Introducing corpora

What’s a corpus?

In linguistics, a corpus (plural: corpora) is defined as a collection of texts used for analyses of various language phenomena. Nowadays, corpora are usually stored in the form of electronic databases and are easily searchable. They contain natural, authentic language that occurs naturally, instead of made-up examples, which is what makes them so useful for studying language. Most corpora available today are balanced or systematic, i.e. they cover a variety of genres, registers, or styles. Also, they are very large, often encompassing millions of words, which makes conclusions drawn from them fairly reliable. Thus, a corpus is a systematic, computerized collection of authentic language that is used for linguistic analysis.

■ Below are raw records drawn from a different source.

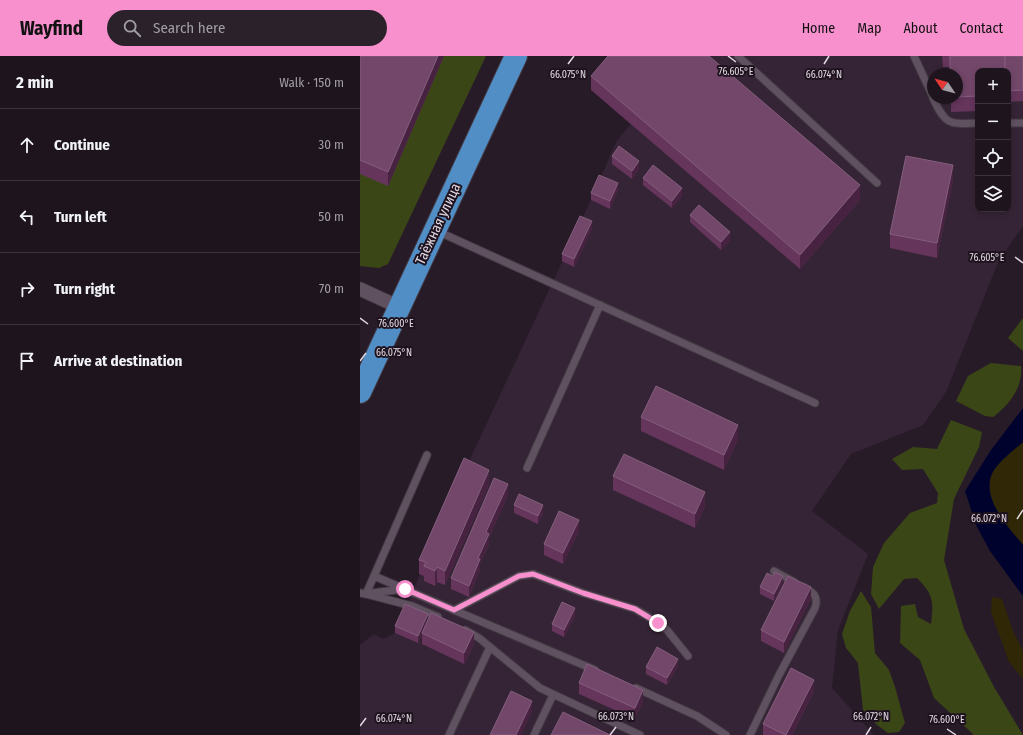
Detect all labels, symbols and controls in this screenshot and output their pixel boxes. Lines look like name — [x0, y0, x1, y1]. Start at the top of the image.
search box — [107, 10, 387, 46]
text: Wayfind — [20, 17, 83, 40]
icon: search — [121, 17, 143, 39]
text: Search here — [153, 19, 225, 37]
text: Home — [802, 20, 835, 37]
text: Map — [857, 20, 881, 37]
text: About — [903, 20, 938, 37]
text: Contact — [960, 20, 1003, 37]
text: 76.605°E — [719, 66, 754, 78]
north arrow — [927, 68, 963, 104]
map controls — [975, 68, 1011, 212]
button: + — [975, 68, 1011, 104]
text: 66.075°N — [550, 69, 586, 81]
text: 66.074°N — [806, 69, 842, 81]
text: 2 min — [16, 72, 54, 93]
text: Walk · 150 m — [279, 75, 344, 90]
button: − — [975, 104, 1011, 140]
icon: ahead — [16, 134, 38, 156]
text: Continue — [54, 136, 110, 154]
text: 30 m — [318, 137, 344, 152]
button: locate — [975, 140, 1011, 176]
button: layers — [975, 176, 1011, 212]
street label: Таёжная улица — [412, 180, 464, 267]
icon: left — [16, 206, 38, 228]
text: Turn left — [54, 208, 107, 226]
text: 50 m — [318, 209, 344, 224]
text: 76.605°E — [970, 252, 1005, 264]
icon: right — [16, 278, 38, 300]
text: Turn right — [54, 280, 115, 298]
text: 70 m — [319, 281, 344, 296]
text: 76.600°E — [378, 318, 414, 330]
text: 66.075°N — [376, 347, 412, 359]
icon: arrive — [16, 350, 38, 372]
text: Arrive at destination — [54, 352, 182, 370]
text: 66.072°N — [971, 513, 1007, 525]
route start — [396, 580, 414, 598]
route end — [649, 614, 667, 632]
text: 66.073°N — [598, 711, 634, 723]
text: 66.072°N — [853, 711, 889, 723]
text: 66.074°N — [376, 713, 412, 725]
text: 76.600°E — [929, 714, 965, 726]

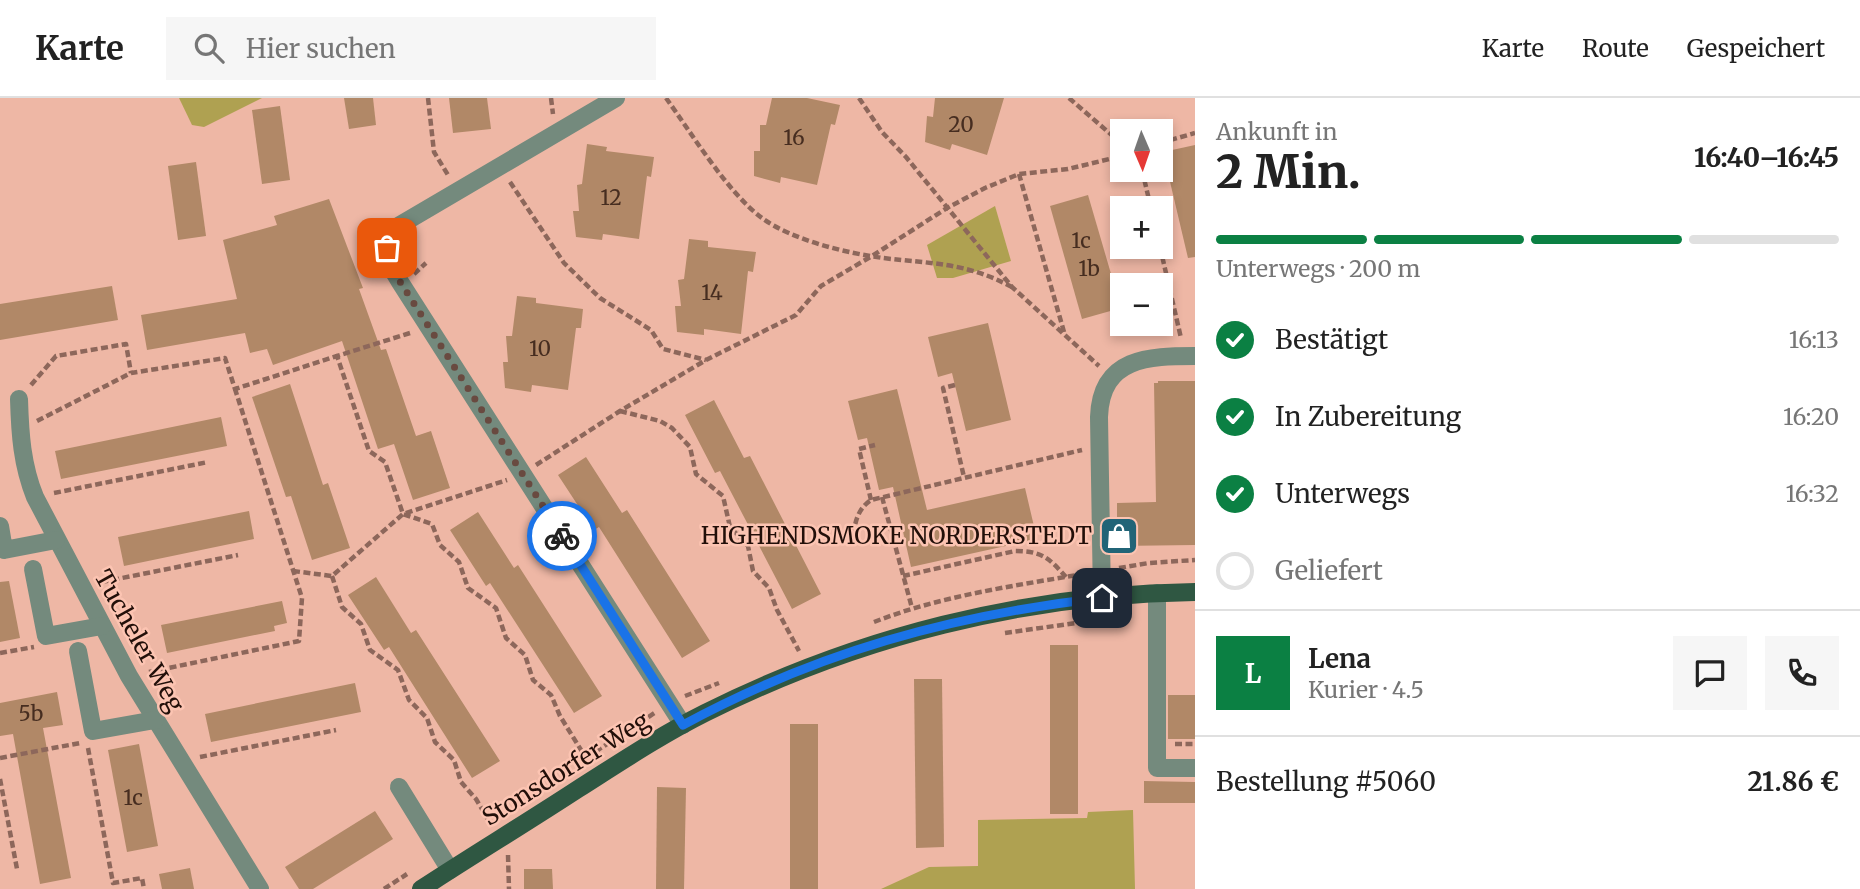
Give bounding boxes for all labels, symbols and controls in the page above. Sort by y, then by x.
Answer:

What’s corpus linguistics?

Following the above definition of a language corpus, corpus linguistics means to study language with the help of the language samples corpora contain, often making use of specialized software. Therefore, corpus linguistics should be seen as a method to obtain data and analyse it both qualitatively and quantitatively. It is, however, neither a separate branch of linguistics (like sociolinguistics) nor a theory of language, but rather a tool for analysis. For example, historic corpora make it possible to track developments in language like the emergence of the contracted forms gonna and wanna, corpora that contain sociodemographic information allow for an analysis of language features such as the discourse marker like by gender or age, and corpora that contain data from several regions let their users compare the frequency of usage of words like boot and bonnet in British versus American English, for example.

Types of corpora

There are many types of corpora available, and a single corpus can sometimes even fulfill multiple functions or belong to several categories. Therefore, these types of corpora are not mutually exclusive – corpora can be both synchronic and regional, for example.

General corpora contain a large number of words of both written and spoken language and data from different genres or text types. This data stems from a variety of people with different social backgrounds, regions, and ages. If this sociodemographic information is available, the corpora can also function as a sociolinguistic resource.
Examples: British National Corpus (BNC), Bank of EnglishCorpus of Contemporary American English (COCA)

Synchronic corpora offer language data from only one specific point in time.
Examples: Corpus of Contemporary American English (COCA), F-LOB and Frown

Historical/diachronic corpora usually span several decades and thus allow for an analysis of developments in language over time.
Examples: Corpus of Historical American English (COHA), ARCHER, Helsinki

Learner corpora collect data (for example written exams or essays) that has been produced by foreign language learners.
Examples: International Corpus of Learner English (ICLE), Cambridge Learner Corpus

Corpora of different varieties provide different regional varieties of one language so that dialectal variation can be studied.
Examples: Corpus of Global Web-Based English (GloWbE)International Corpus of English (ICE), Freiburg English Dialect Corpus (FRED)

Specialised corpora are also available and represent fairly clearly delimited subsets of language.
Examples: Michigan Corpus of Academic Spoken English (MICASE), British Academic Spoken English (BASE) and British Academic Written English (BAWE)

Refer to the Other corpora tab, Corpus-based Linguistics Links and the Corpus Resource Database(CoRD) for a longer list of corpora and a corpus finder, but since new corpora are constantly being compiled, no list can ever be exhaustive.

Choosing the right corpus for your research

A large corpus (1 million words or more) tends to give good results even if the feature you’re investigating is fairly rare. A small corpus (200,000 to 500,000 words), on the other hand, should preferably be used for frequent words or syntactic structures. Corpora of spoken language are usually comparatively small since their data must first be painstakingly transcribed.

Get to know the corpus you’re using: How large is it? Does it incorporate written or spoken language, or both? Which language variety/varieties does it encompass, and which genres or text types? Is it balanced?

Google is your friend! There might be a specialized corpus out there that’ll perfectly suit your needs.

Take care not to overgeneralise your results. For instance, if you worked with an American corpus and found that one feature is more commonly used than another, you can’t claim that this is true for the English language as a whole, but only for the variety you researched. Similarly, if you’ve used a written corpus, you can’t assume that your results hold true for spoken language, or if you’ve researched a specialized register, such as academic language, it would be presumptuous to expand your findings to other registers.